[cl-faq] Format & editorship (and outline mode), Re: Now, with less over-engineering!!

Matthew Astley clgard$mca at t8o.org
Sun Jan 15 12:26:57 CST 2006


On Sun, Jan 15, 2006 at 06:29:53AM +0100, Pascal Bourguignon wrote:
> Peter Seibel writes:

> > As I started to think about actually editing the FAQ I came to my
> > senses and realized that I was completely missing the point of my
> > own Markup library with that \faq{\question{...}\answer{...}}
> > nonsense.

Or...  you saw a better way and switched to it without losing any
data?

> > So I wrote some code to dump the file out in a more normal Markup
> > form, taking advantage of the support for Emacs outline mode, etc.
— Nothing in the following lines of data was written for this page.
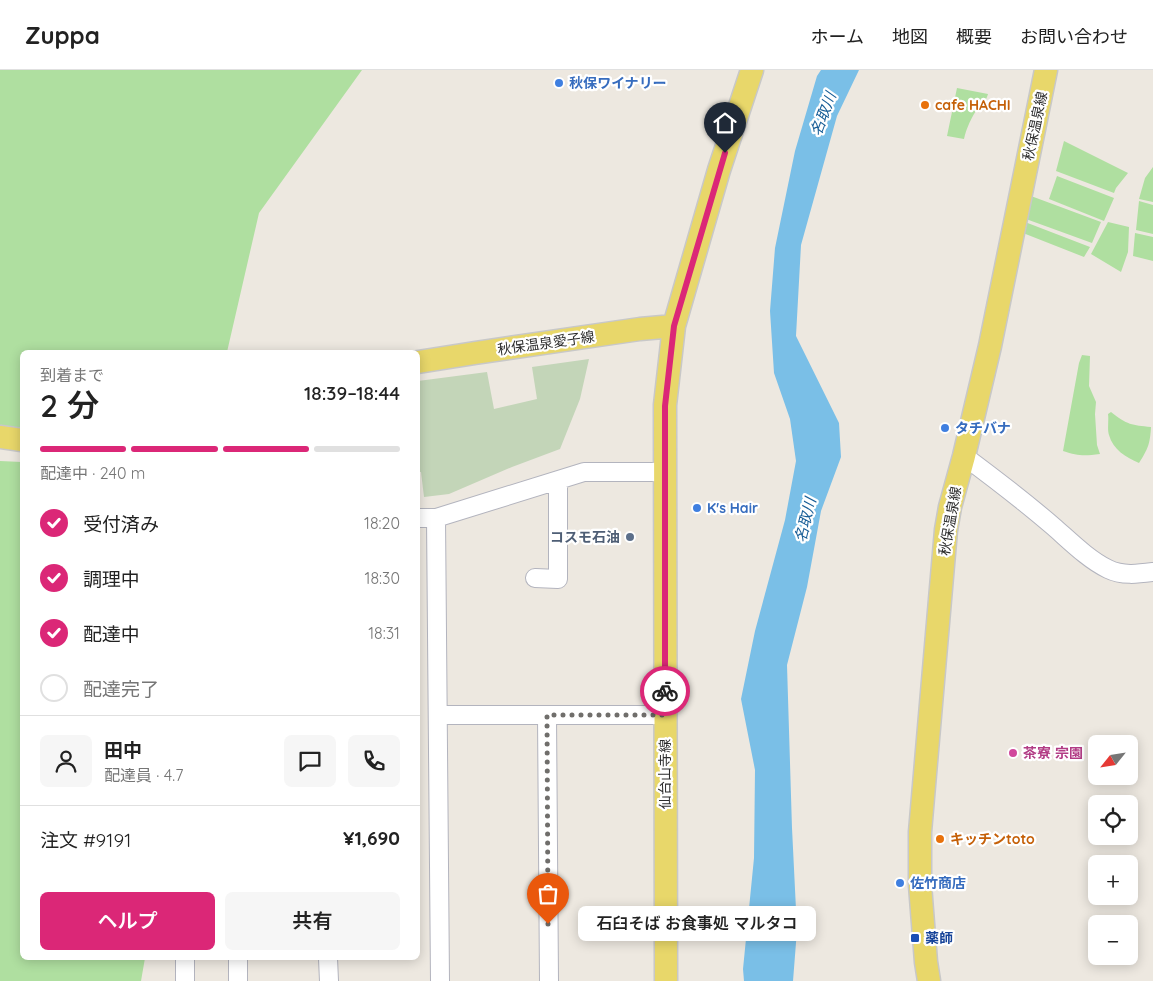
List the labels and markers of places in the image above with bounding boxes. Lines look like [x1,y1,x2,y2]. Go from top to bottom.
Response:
place label: 秋保ワイナリー [569,74,667,92]
marker: 秋保ワイナリー [553,77,565,89]
place label: cafe HACHI [935,96,1011,114]
marker: cafe HACHI [919,99,931,111]
pin [704,102,746,153]
place label: タチバナ [955,419,1011,437]
marker: タチバナ [939,422,951,434]
place label: K's Hair [707,499,758,517]
marker: K's Hair [691,502,703,514]
place label: コスモ石油 [550,528,620,546]
marker: コスモ石油 [624,531,636,543]
place label: 茶寮 宗園 [1023,744,1083,762]
marker: 茶寮 宗園 [1007,747,1019,759]
place label: キッチンtoto [950,830,1035,848]
marker: キッチンtoto [934,833,946,845]
pin [527,873,569,924]
place label: 佐竹商店 [910,874,966,892]
marker: 佐竹商店 [894,877,906,889]
callout: 石臼そば お食事処 マルタコ [578,906,816,942]
place label: 薬師 [925,929,953,947]
marker: 薬師 [909,932,921,944]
Outline mode is your friend, yes.  C-2 C-c C-q especially.

(:offtopic Anyone use it for Lisp source?  You can redefine the
regexps.  I did one for pbook mode.  C-2 C-c C-@ C-q is then handy.)
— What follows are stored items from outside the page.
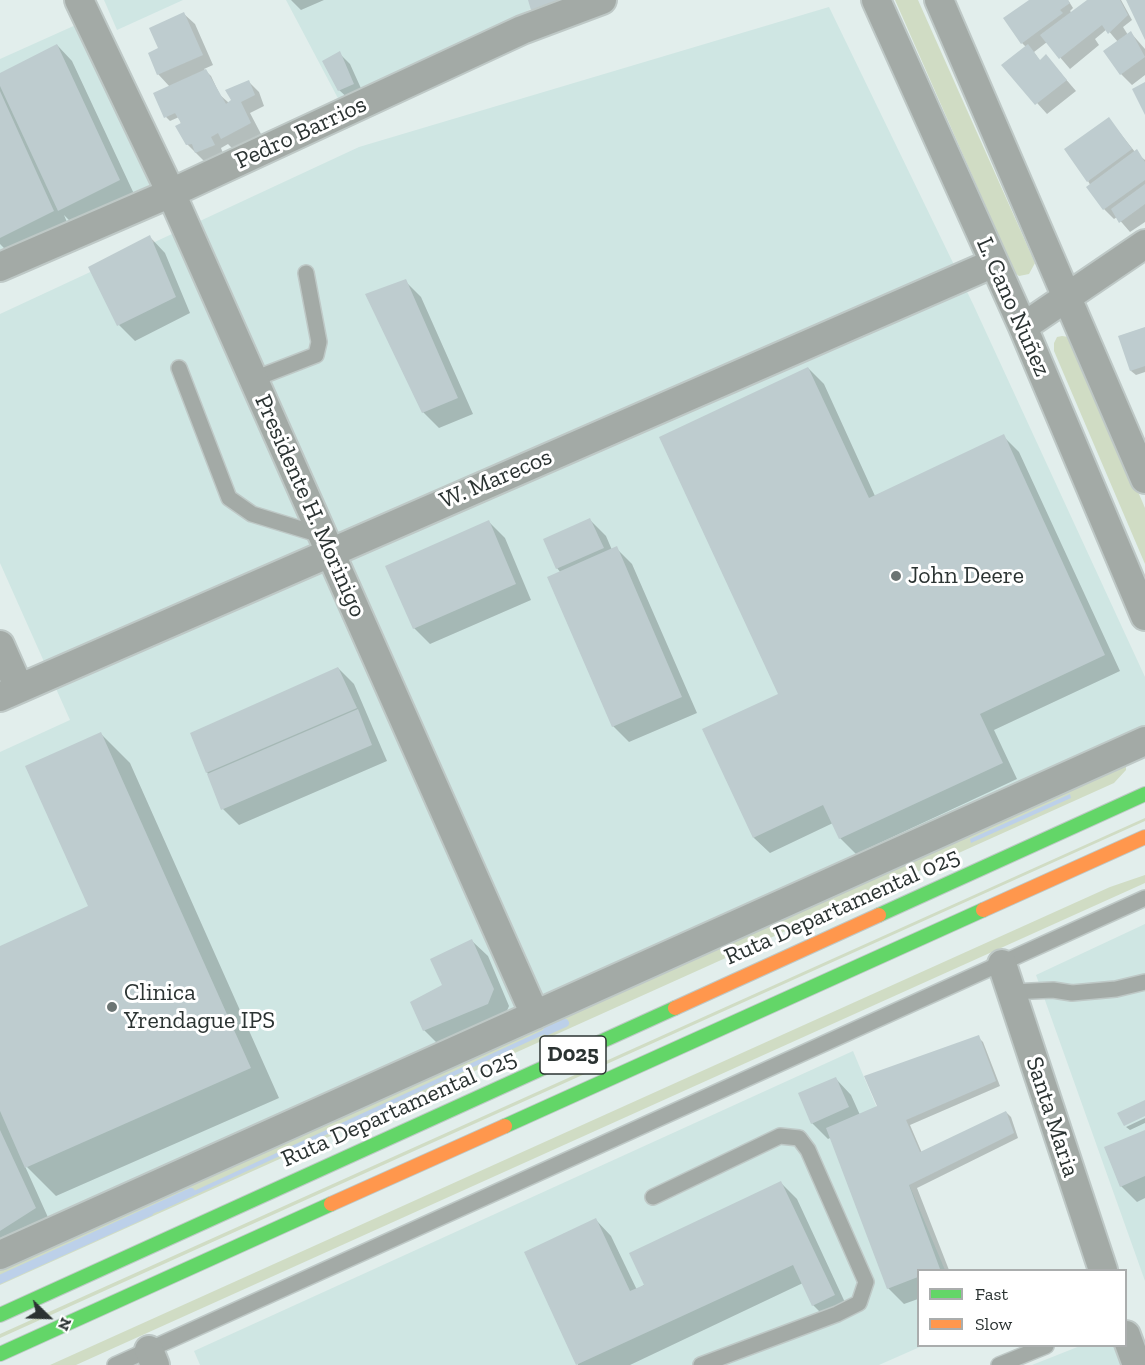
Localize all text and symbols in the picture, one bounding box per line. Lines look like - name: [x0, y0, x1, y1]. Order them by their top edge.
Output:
- street label: Pedro Barrios: [231, 90, 371, 176]
- street label: L. Cano Nuñez: [970, 233, 1056, 381]
- street label: Presidente H. Morinigo: [248, 390, 372, 622]
- street label: W. Marecos: [436, 442, 556, 516]
- place label: John Deere: [908, 562, 1024, 590]
- marker: John Deere: [889, 569, 903, 583]
- street label: Ruta Departamental 025: [720, 842, 964, 972]
- place label: Clinica Yrendague IPS: [124, 979, 275, 1035]
- marker: Clinica Yrendague IPS: [105, 1000, 119, 1014]
- road number: D025: [540, 1036, 606, 1074]
- street label: Ruta Departamental 025: [277, 1044, 521, 1174]
- street label: Santa Maria: [1019, 1053, 1085, 1181]
- legend: [917, 1269, 1127, 1347]
- text: Fast: [975, 1283, 1008, 1305]
- north arrow: [18, 1287, 78, 1347]
- text: Slow: [975, 1313, 1012, 1335]
- text: N: [54, 1315, 76, 1334]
> > Anyone, who's got questions and answers in the old form should
> > send them along; I'll deal with converting them.

I have what I posted earlier, but I suspect it suffers an excess of
enthusiasm over careful thought.  I'll deal with submitting it again
later.


> > But for future the format is much simpler:
> > 
> >    *** Question text here, all one one line.
> > 
> >    Answer here using Markup conventions [...]

> This sounds insufficient, if we judge from the old FAQs.

I agree that it may be useful to have extensions.  The problem with
putting the whole Q on the star-heading line is that you're limited to
small questions that don't use blockquote.

One way round this would be (whole thing further indented by two for
clarity),

  ** I have a problem with `foo'.  I wrote
  \moreq{
    (defun wibble ()
      (foo 'wrong-stuff))

  and it ate my lunch.  What happened?}

  Because `foo' is a heptofump, it should be passed a string not a
  symbol.

  \answer

  In modern Lisps you can use `bar' instead of `foo', and this accepts
  a symbol or a string.

So we have extension of question past the header line, which is likely
to be handy sometimes but in general may indicate a too-long question.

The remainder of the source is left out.